An analyzer runs if:

  1. It is declared (listed in enabled or configured via [analyzer.X]).
  2. AND either auto_detect = false, OR the analyzer detects relevant files in the project.

This mirrors how processors work.

Caching

Analyzer results are cached in the dependency cache (.rsconstruct/deps.redb). On subsequent builds:

  • If a source file hasn’t changed, its cached dependencies are used.
  • If a source file has changed, dependencies are re-scanned.
  • The cache is shared across all analyzers.
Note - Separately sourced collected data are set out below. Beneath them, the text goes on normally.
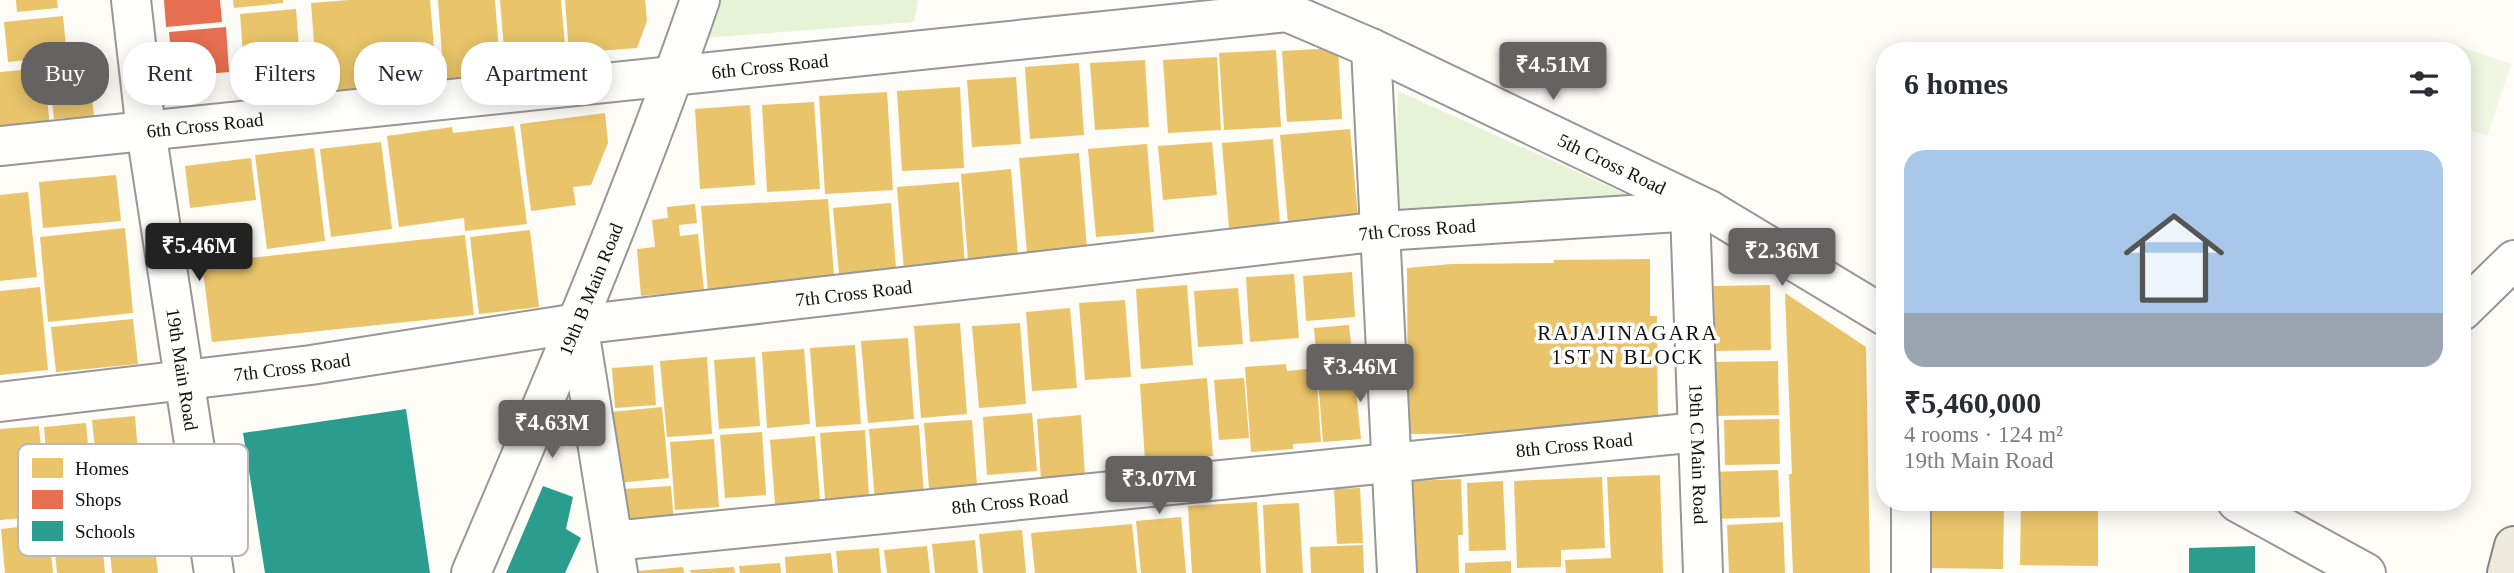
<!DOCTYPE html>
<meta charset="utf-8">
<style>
body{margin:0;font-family:"Times New Roman",serif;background:#f7f7f7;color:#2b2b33;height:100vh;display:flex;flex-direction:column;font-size:26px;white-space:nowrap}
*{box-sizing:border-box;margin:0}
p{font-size:23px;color:#7c7c81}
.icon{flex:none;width:38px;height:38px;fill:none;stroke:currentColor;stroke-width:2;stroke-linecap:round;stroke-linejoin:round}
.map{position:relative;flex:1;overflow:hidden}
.details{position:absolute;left:1876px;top:42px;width:595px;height:469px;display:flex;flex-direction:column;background:#fff;border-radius:28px;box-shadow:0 4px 18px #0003}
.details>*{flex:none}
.hud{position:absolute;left:21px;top:42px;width:665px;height:63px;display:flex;gap:14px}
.price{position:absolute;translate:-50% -60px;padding:0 16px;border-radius:7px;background:#646362;color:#fff;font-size:23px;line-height:46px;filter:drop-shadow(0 2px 4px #0008)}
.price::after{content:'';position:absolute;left:50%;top:42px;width:21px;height:16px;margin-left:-10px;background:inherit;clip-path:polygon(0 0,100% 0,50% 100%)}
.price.current{background:#222;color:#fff}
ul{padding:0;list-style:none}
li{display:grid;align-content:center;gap:14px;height:371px;padding:0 28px}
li+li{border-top:2px solid #e1e1e2}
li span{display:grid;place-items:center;height:217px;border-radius:21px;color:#555}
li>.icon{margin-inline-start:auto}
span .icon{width:126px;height:126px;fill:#fffc;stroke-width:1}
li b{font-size:30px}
h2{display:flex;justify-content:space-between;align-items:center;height:84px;padding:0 28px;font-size:30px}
.tag{padding:0 24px;border-radius:28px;background:#fff;box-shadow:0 4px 18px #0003;font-size:24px;line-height:63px}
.tag.current{background:#646362;color:#fff}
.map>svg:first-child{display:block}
.green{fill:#e7f3d7}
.pitch{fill:#f0f6e1}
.homes{fill:#e9c46a}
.shops{fill:#e76f51}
.schools{fill:#2a9d8f}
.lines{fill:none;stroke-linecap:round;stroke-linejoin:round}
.minor-casing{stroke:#979795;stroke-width:42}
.major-casing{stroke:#858482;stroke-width:42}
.minor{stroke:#fffffe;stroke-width:38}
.major{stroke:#ede9dc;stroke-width:38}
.labels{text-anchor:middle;stroke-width:7;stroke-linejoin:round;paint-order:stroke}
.street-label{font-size:19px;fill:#111;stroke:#fff}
.neighbourhood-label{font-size:21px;letter-spacing:2px;fill:#111;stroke:#fff}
.key{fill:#fff;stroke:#b8b8b8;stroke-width:2}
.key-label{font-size:19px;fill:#111}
</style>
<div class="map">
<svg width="2514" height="573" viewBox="0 0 2514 573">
<rect width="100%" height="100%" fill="#fdfcf7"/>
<!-- green -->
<g class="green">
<path d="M717 0H918L914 22 704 38Z"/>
<path d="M1398 91 1641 201 1394 215Z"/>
</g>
<!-- pitch -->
<path class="pitch" d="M2447 42 2511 64 2487 136 2462 127V51H2444Z"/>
<!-- homes -->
<g class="homes">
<path d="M16 0H57L58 8 17 12Z"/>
<path d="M233 0H283V3L234 8Z"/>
<path d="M349 0H430L437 84 318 93 311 3Z"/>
<path d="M438 0H495L501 78 444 83Z"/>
<path d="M500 0H561L567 68 506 73Z"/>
<path d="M565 0H645L647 21 637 48 569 53Z"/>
<path d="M296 9 302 89 246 93 240 14Z"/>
<path d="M63 16 67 56 8 62 4 22Z"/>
<path d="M1338 48 1342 119 1287 122 1282 51Z"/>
<path d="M1276 50 1281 127 1224 130 1219 53Z"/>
<path d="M1217 57 1221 130 1168 133 1163 60Z"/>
<path d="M88 60 94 116 54 119 48 64Z"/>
<path d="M1145 60 1149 127 1095 130 1090 63Z"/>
<path d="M1079 63 1084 135 1030 139 1025 67Z"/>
<path d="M44 68 50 127 0 132V72Z"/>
<path d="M1016 77 1021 144 972 147 967 80Z"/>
<path d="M960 87 964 168 902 171 897 91Z"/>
<path d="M887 92 893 190 825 194 819 96Z"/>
<path d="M814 102 820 189 767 192 762 105Z"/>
<path d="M750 105 755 185 700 189 695 109Z"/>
<path d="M605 113 608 143 591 185 573 187 576 205 531 211 520 124Z"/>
<path d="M514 126 527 224 465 231 464 218 399 227 387 136 452 127 453 133Z"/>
<path d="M1350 129 1358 217 1288 223 1280 135Z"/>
<path d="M1273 139 1280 224 1229 228 1222 143Z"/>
<path d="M381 142 392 229 331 237 320 149Z"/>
<path d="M1212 142 1217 195 1163 200 1158 146Z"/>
<path d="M1147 144 1154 232 1096 237 1088 149Z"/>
<path d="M314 148 325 241 267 249 255 155Z"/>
<path d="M1079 153 1087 248 1027 253 1019 158Z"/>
<path d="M251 158 256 200 190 208 185 166Z"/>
<path d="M1011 169 1018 256 968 260 961 174Z"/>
<path d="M116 175 121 221 43 228 39 182Z"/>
<path d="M959 182 965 266 904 271 897 187Z"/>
<path d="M28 192 37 277 0 281V195Z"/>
<path d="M828 199 835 287 708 293 701 206Z"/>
<path d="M891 203 896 269 839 274 833 208Z"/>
<path d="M695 204 697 223 679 225 680 236 698 234 704 290 641 296 637 249 655 247 652 220 668 218 667 207Z"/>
<path d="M125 228 133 313 48 322 40 237Z"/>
<path d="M530 230 539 307 479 314 470 237Z"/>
<path d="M465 235 474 315 212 342 202 263Z"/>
<path d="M1650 259V316H1657L1658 426 1555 427V433L1408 434 1407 268 1452 264 1554 263V260Z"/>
<path d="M1352 272 1355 317 1306 321 1303 276Z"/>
<path d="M1294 274 1299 338 1250 342 1246 277Z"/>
<path d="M1187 285 1193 365 1141 369 1136 289Z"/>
<path d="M1770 285 1771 350 1715 351 1714 286Z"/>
<path d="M40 287 48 370 0 375V291Z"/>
<path d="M1238 288 1243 344 1198 347 1194 291Z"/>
<path d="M1785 293 1866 347 1870 573H1793L1789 474H1792Z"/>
<path d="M1125 300 1131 377 1085 380 1079 303Z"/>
<path d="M1070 308 1077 388 1032 391 1026 312Z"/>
<path d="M133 319 138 364 56 372 51 327Z"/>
<path d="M960 323 967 414 921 418 914 326Z"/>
<path d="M1020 323 1026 404 979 408 972 326Z"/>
<path d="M1349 325 1361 439 1323 442 1314 328Z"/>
<path d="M908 338 914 419 868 423 861 341Z"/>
<path d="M855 345 861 424 816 427 810 348Z"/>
<path d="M804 349 810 424 767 428 762 352Z"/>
<path d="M707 357 712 434 667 437 660 361Z"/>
<path d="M755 357 760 426 719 429 714 360Z"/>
<path d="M1778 361 1779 415 1713 416V362Z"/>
<path d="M1286 364 1287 371 1316 368 1321 442 1293 444V449L1251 452 1245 367Z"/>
<path d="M653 365 656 405 615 408 612 368Z"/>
<path d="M1207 378 1213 456 1145 460 1140 384Z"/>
<path d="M1244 378 1249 438 1219 440 1214 380Z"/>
<path d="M662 407 669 478 618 483 611 412Z"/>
<path d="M1032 413 1037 471 987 475 983 417Z"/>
<path d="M1081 415 1085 476 1041 480 1037 419Z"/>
<path d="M135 416 139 465 97 468 92 420Z"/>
<path d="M1779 419 1780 464 1725 465 1724 420Z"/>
<path d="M972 420 977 485 929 489 924 423Z"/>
<path d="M86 423 94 513 52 517 44 427Z"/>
<path d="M919 425 924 496 875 500 869 429Z"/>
<path d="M39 426 47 516 0 520V429Z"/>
<path d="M865 430 869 496 825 499 820 433Z"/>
<path d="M762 432 766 495 725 498 720 435Z"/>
<path d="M815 436 821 512 776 515 770 440Z"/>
<path d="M714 439 719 507 675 510 670 442Z"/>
<path d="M1778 470 1780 517 1711 519 1709 472Z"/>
<path d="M1660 475 1663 573H1566L1565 560 1611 558 1607 477Z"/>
<path d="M1602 477 1605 548 1561 550V567L1517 568 1514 481Z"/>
<path d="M1461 479 1463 535H1458L1459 573H1415L1412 481Z"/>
<path d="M1503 481 1506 550 1469 551 1467 483Z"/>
<path d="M671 486 674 523 627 527 624 489Z"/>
<path d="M1360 488 1363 543 1337 544 1334 489Z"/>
<path d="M1257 502 1261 573H1192L1188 506Z"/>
<path d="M1922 502H2006V509H2004L2003 569 1922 568Z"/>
<path d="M2021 502H2098V566L2020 565Z"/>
<path d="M1299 503 1303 573H1266L1263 505Z"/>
<path d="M1181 517 1186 573H1141L1136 521Z"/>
<path d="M100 518 105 573H57L52 522Z"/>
<path d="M1783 522 1785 573H1729L1727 525Z"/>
<path d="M48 524 53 573H5L1 529Z"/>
<path d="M1132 524 1137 573H1035L1031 533Z"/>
<path d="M1022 530 1026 573H983L979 534Z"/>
<path d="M975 540 978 573H935L932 544Z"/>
<path d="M1363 545 1364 573H1311L1310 547Z"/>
<path d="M927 546 930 573H887L884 550Z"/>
<path d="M879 548 881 573H838L836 551Z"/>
<path d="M155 549 158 573H112L110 553Z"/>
<path d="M831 553 833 573H786L785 557Z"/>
<path d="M1511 561V573H1465V563Z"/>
<path d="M780 563 781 573H740L739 566Z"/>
<path d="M683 567 684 573H637V571Z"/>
<path d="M734 567 735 573H691L690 570Z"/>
</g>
<!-- shops -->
<g class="shops">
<path d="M164 0H220L222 22 166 27Z"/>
<path d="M226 27 229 72 173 77 169 32Z"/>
</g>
<!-- schools -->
<g class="schools">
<path d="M406 409 430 573H265L243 433Z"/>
<path d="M543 486 573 497 566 529 581 538 565 573H506Z"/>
<path d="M2255 546V573H2189V548Z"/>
</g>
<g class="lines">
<defs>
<g id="minor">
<path id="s1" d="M131 0 146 131 214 573"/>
<path id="s2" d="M1262 4 1287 12 1371 48 1709 210 1885 316"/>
<path d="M1371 48 1397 573"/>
<path id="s3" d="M0 146 1287 12"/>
<path id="s4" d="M1690 211 1703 573"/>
<path d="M2462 311 2514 260"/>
<path d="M578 323 618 573"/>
<path id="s5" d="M0 402 311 365 578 323H595L1382 231 1709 210"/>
<path d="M1911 502V573"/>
<path d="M2237 502 2366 573"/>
<path id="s6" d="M613 541 1698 432"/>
<path id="s7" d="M471 573C552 384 633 195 700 0"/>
</g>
<path id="major" d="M2507 573 2514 546"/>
</defs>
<!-- minor casing -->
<use href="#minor" class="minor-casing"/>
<!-- major casing -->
<use href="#major" class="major-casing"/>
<!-- minor -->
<use href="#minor" class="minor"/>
<!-- major -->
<use href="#major" class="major"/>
</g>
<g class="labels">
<!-- street labels -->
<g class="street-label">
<text dy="7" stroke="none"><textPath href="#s3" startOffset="774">6th Cross Road</textPath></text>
<text dy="7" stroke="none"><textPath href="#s3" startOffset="206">6th Cross Road</textPath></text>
<text dy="7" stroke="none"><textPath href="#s2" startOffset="385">5th Cross Road</textPath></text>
<text dy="7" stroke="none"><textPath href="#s5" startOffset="1428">7th Cross Road</textPath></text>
<text dy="7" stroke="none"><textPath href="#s7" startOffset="308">19th B Main Road</textPath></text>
<text dy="7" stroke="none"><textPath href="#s5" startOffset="861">7th Cross Road</textPath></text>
<text dy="7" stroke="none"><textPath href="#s5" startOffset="294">7th Cross Road</textPath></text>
<text dy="7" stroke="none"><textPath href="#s1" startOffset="373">19th Main Road</textPath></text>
<text dy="7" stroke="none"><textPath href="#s6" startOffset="966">8th Cross Road</textPath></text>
<text dy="7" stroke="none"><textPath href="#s4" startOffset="243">19th C Main Road</textPath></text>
<text dy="7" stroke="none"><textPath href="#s6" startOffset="399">8th Cross Road</textPath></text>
</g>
<!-- neighbourhood labels -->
<g class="neighbourhood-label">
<text x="1628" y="340">RAJAJINAGARA<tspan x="1628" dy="24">1ST N BLOCK</tspan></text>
</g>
</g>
<!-- legend -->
<rect x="18" y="444" width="230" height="112" rx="10" class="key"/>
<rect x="32" y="458" width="31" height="20" fill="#e9c46a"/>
<rect x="32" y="490" width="31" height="19" fill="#e76f51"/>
<rect x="32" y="521" width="31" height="20" fill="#2a9d8f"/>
<g class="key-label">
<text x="75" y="475">Homes</text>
<text x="75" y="506">Shops</text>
<text x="75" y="538">Schools</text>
</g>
</svg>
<b class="price" style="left:1553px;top:102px">₹4.51M</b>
<b class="price current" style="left:199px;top:283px">₹5.46M</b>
<b class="price" style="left:1782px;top:288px">₹2.36M</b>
<b class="price" style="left:1360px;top:404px">₹3.46M</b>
<b class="price" style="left:552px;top:460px">₹4.63M</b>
<b class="price" style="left:1159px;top:516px">₹3.07M</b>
<div class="hud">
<a class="tag current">Buy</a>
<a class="tag">Rent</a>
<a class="tag">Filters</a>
<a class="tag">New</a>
<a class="tag">Apartment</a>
</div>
<section class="details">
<h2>6 homes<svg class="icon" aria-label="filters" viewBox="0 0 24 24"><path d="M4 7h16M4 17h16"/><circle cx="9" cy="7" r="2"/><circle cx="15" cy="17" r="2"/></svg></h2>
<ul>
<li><span style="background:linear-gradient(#a9c7e8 75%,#9aa5b1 0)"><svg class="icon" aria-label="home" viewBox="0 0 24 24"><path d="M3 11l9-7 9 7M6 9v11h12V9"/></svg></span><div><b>₹5,460,000</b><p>4 rooms · 124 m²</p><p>19th Main Road</p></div></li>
</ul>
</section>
</div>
Use the analyzers and deps commands to inspect the cache:

rsconstruct analyzers list            # list available analyzers
rsconstruct analyzers defconfig cpp   # show default config for an analyzer
rsconstruct analyzers add cpp         # append [analyzer.cpp] to rsconstruct.toml with comments
rsconstruct analyzers add cpp --dry-run  # preview without writing
rsconstruct deps all                  # show all cached dependencies
rsconstruct deps for src/main.c       # show dependencies for specific files
rsconstruct deps clean                # clear the dependency cache

Build phases

With --phases, you can see when analyzers run:

rsconstruct --phases build

Output:

Phase: Building dependency graph...
  Phase: discover
  Phase: add_dependencies    # Analyzers run here
  Phase: apply_tool_version_hashes
  Phase: resolve_dependencies

Use --stop-after add-dependencies to stop after dependency analysis:

rsconstruct build --stop-after add-dependencies

Adding a custom analyzer

Analyzers implement the DepAnalyzer trait:

#![allow(unused)]
fn main() {
pub trait DepAnalyzer: Sync + Send {
    fn description(&self) -> &str;
    fn auto_detect(&self, file_index: &FileIndex) -> bool;
    fn analyze(
        &self,
        graph: &mut BuildGraph,
        deps_cache: &mut DepsCache,
        file_index: &FileIndex,
        verbose: bool,
    ) -> Result<()>;
}
}

The analyze method should:

  1. Find products with relevant source files.
  2. Scan each source file for dependencies (using the cache when available).
  3. Add discovered dependencies to the product’s inputs.